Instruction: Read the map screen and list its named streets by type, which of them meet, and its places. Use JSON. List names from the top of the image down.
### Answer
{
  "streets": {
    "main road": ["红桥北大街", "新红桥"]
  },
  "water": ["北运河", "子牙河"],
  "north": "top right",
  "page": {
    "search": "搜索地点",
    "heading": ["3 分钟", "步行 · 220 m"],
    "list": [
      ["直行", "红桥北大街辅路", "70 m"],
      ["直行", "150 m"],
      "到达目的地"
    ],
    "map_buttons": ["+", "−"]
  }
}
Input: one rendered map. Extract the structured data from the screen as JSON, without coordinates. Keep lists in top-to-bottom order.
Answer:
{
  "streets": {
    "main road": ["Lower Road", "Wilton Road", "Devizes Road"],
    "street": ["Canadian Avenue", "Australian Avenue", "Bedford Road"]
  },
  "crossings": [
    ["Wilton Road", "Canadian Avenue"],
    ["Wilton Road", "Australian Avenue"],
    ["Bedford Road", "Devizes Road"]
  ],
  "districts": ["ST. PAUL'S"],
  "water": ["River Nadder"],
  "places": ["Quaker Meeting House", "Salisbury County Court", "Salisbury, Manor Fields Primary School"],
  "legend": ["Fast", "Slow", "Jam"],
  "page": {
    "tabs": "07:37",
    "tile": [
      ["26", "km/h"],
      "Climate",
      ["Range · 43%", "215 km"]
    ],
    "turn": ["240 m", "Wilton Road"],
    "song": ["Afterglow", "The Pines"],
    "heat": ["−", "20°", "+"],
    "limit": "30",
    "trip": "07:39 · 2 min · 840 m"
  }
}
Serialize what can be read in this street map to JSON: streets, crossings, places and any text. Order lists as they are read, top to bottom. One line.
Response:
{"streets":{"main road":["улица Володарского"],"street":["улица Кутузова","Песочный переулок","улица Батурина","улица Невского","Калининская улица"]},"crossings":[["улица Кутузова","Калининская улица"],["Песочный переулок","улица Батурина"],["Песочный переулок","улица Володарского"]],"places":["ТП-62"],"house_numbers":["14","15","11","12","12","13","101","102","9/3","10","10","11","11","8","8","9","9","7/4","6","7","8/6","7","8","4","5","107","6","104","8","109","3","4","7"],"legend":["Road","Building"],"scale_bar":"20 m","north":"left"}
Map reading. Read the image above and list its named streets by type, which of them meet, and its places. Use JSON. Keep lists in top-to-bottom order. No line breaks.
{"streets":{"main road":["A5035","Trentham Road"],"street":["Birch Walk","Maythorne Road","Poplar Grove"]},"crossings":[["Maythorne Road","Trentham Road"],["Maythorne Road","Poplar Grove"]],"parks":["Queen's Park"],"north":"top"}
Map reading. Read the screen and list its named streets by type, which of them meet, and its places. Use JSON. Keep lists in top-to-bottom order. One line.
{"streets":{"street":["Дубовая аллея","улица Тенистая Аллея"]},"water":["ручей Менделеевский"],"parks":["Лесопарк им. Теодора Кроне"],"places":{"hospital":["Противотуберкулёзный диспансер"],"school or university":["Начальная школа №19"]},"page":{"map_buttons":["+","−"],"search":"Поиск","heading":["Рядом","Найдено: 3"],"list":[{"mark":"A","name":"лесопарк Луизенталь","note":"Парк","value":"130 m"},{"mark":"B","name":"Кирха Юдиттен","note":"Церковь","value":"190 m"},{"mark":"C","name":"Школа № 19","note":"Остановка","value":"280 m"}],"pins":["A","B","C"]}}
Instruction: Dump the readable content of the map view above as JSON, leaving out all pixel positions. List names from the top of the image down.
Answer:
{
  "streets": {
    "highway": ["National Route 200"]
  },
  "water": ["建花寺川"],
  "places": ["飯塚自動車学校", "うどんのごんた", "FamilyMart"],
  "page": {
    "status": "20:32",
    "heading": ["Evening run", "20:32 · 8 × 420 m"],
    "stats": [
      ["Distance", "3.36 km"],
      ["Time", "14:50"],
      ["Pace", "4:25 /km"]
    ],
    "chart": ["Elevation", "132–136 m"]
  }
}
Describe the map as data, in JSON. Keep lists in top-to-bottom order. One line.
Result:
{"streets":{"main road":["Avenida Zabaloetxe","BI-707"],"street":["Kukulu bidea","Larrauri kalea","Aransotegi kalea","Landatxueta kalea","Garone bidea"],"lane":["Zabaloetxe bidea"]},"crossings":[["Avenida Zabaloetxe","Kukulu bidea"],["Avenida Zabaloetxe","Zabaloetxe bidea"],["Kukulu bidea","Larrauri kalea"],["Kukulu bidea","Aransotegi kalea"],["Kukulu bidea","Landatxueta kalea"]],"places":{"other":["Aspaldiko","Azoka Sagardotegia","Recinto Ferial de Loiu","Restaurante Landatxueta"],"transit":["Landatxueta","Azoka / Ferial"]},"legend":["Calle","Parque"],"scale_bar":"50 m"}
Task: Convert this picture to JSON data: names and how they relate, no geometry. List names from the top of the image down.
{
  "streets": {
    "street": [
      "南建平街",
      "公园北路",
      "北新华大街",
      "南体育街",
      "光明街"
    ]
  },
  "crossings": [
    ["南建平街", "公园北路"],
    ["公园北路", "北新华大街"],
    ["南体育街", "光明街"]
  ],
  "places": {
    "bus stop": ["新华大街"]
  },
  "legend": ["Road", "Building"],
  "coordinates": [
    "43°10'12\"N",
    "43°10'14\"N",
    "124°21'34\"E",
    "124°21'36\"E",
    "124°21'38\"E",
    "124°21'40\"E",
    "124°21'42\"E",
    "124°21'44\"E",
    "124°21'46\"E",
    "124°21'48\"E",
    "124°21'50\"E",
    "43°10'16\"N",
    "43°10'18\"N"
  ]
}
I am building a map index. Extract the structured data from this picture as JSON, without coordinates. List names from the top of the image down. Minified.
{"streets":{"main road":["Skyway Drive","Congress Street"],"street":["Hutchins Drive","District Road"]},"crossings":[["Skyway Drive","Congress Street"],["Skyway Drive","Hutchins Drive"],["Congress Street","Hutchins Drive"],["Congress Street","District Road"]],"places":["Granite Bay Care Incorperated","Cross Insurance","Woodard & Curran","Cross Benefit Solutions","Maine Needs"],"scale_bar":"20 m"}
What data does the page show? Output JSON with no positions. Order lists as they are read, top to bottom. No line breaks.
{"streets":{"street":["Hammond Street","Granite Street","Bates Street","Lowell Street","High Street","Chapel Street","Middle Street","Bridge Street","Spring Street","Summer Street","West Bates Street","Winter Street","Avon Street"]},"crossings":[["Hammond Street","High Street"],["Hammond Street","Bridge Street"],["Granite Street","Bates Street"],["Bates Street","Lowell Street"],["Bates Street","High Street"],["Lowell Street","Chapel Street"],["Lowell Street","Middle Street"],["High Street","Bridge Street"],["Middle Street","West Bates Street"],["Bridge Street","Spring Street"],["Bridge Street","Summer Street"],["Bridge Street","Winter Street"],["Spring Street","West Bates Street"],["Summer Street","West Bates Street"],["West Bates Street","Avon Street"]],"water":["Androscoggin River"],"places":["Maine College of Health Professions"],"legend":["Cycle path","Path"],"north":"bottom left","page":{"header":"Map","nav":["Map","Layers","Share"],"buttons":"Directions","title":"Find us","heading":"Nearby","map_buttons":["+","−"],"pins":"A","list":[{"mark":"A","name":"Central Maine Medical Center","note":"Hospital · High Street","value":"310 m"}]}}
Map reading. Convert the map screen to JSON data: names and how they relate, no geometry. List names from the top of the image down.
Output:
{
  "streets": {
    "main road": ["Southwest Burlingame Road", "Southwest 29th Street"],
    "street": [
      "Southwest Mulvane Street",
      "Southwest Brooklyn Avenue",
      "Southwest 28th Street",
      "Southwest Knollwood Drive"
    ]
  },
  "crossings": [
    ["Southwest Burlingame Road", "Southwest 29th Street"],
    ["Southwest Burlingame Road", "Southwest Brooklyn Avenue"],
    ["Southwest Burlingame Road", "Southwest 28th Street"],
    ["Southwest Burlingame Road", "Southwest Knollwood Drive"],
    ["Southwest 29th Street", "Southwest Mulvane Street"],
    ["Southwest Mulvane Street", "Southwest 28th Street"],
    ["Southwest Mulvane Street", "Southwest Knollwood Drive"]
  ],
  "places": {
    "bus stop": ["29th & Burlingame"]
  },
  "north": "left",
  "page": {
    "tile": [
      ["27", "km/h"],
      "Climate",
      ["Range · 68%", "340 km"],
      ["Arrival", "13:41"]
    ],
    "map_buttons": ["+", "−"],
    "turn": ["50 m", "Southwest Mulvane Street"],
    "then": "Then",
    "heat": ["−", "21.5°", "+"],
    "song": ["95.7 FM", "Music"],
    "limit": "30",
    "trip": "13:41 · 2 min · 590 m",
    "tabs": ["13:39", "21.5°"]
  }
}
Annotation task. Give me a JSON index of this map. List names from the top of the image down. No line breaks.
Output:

------------------------------

* _WORK REQUEST_
Tally the lines above in which the string "Instruction" occurs, and give the total with nothing added.

* _PROBLEM SOLUTION_
2